15-08/13/adiyaman-gece.jpg

Yapılan araştırmalarda Suriye’deki savaş başladığı günden bu yana Adıyaman’a gelen herhangi bir ambulans ve yaralı olmamış. Dolayısıyla da, 20 TL geçiş ücretine ilişkin herhangi bir bilgi ve veri söz konusu değil.

Suriye iç savaşının ilk yıllarında da, insanı amaçlı sağlık yardımını engellemek için CHP’li kimi milletvekilleri ambulanslar üzerinden benzer bir kampanya yürütmüşlerdi. Ancak bu tür iddiaların tümünün gerçek dışı olduğu ortaya çıkmıştı.

Anlaşılan o ki aynı iddianın tekrar gündeme getirilmesinde fayda mülahaza edilmiş!

2. “Gençlerin İslam Çay Ocağı’nda eğitildiği ve bu merkezden DAEŞ’e yönlendirildikleri” iddia edilmektedir.

Adıyaman ve DAEŞ konusunu işleyen tüm haberlerin kullandığı tek bir adres “İslam çay ocağıdır.”

Yaptığımız araştırmada bu çay ocağının Kasım 2013 de açıldığı ve üç ay açık kaldıktan sonra Ocak 2014’te mühürlenerek kapatıldığı tespit edilmiştir.

Raporların bu basit bilgiyi bile teyit etmeden kamuoyu ile paylaşıldı!

Bunun dışında kolluğa veya yargıya iletilmiş herhangi bir mekân olmuş değil!

3. “DAEŞ’e eleman kazandıran grubun camilerde faaliyet gösterdiği ve örgütlendiği” iddia edilmektedir.

DAEŞ türü örgütler, selefi akımlardır. Bu bilgi konunun şifresidir.
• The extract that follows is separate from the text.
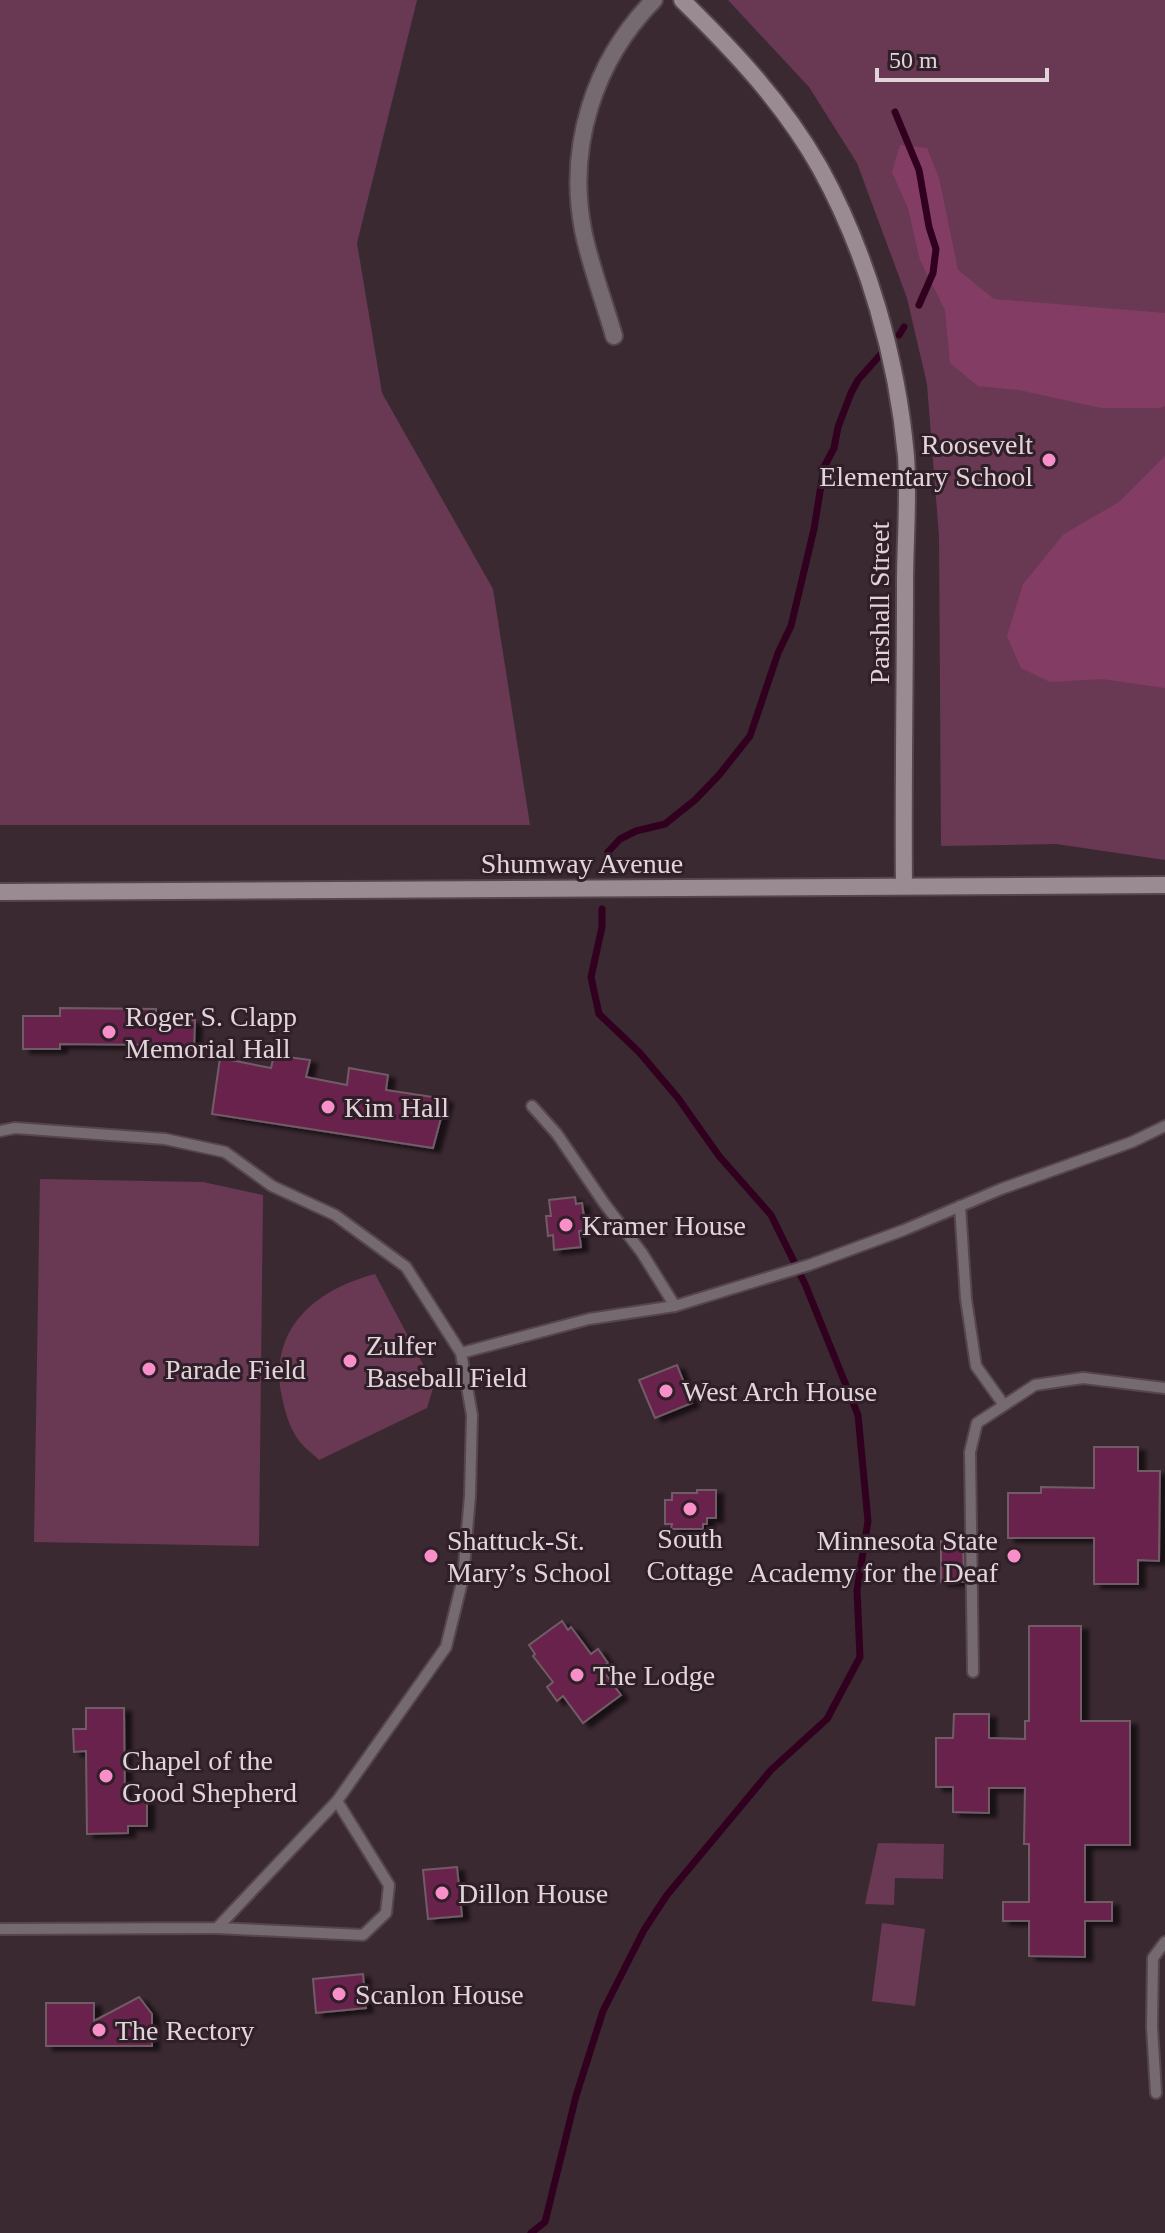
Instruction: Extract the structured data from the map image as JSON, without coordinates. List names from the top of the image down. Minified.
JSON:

Selefi akımlar, Türkiye Dar’ül-Harp olarak görmektedirler. Bu nedenle camilere gitmezler, imamların arkasında namaz kılmazlar, Diyanet kurumunu reddederler.
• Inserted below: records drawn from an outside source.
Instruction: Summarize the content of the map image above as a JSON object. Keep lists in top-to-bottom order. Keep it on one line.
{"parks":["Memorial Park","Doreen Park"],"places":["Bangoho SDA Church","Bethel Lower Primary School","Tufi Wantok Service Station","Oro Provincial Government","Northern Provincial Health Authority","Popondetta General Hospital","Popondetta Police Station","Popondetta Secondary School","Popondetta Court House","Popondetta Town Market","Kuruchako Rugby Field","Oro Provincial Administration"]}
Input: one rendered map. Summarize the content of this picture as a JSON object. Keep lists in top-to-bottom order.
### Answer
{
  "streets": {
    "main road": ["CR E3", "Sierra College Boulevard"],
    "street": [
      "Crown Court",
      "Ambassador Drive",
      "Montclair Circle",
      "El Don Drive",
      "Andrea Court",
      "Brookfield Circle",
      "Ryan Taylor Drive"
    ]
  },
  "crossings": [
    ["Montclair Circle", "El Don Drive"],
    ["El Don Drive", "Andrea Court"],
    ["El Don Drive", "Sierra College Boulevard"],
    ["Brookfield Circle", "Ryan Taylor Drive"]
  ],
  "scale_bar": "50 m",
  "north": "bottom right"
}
Bu konularda oldukça dogmatik olan bu akımların camilerde örgütlendiğine ilişkin iddia, İslam konusundaki ciddi bilgi eksikliğinin işaretidir.

4. İki raporda örgütü katıldığı iddia edilenlerle ilgili olarak para konusu gündeme getirilmiş ancak birbirinden farklı iki veri söz konusu edilmiştir.

Umut Oran tarafından hazırlanan metinde, “örgüt elemanları gençlere 6 bin dolar para vermektedir” şeklinde bir ifade yer almakta.

Veli Ağbaba’nın başkanlığını yaptığı ekibin hazırladığı metinde ise ”çocuklar ailelerinden zorla para almakta, aileyi araba, ev ve bilezik gibi değerli eşyaları satmaya zorlamakta ve bu paraları alarak yurtdışına çıkmaktadırlar” ifadesi yer almaktadır.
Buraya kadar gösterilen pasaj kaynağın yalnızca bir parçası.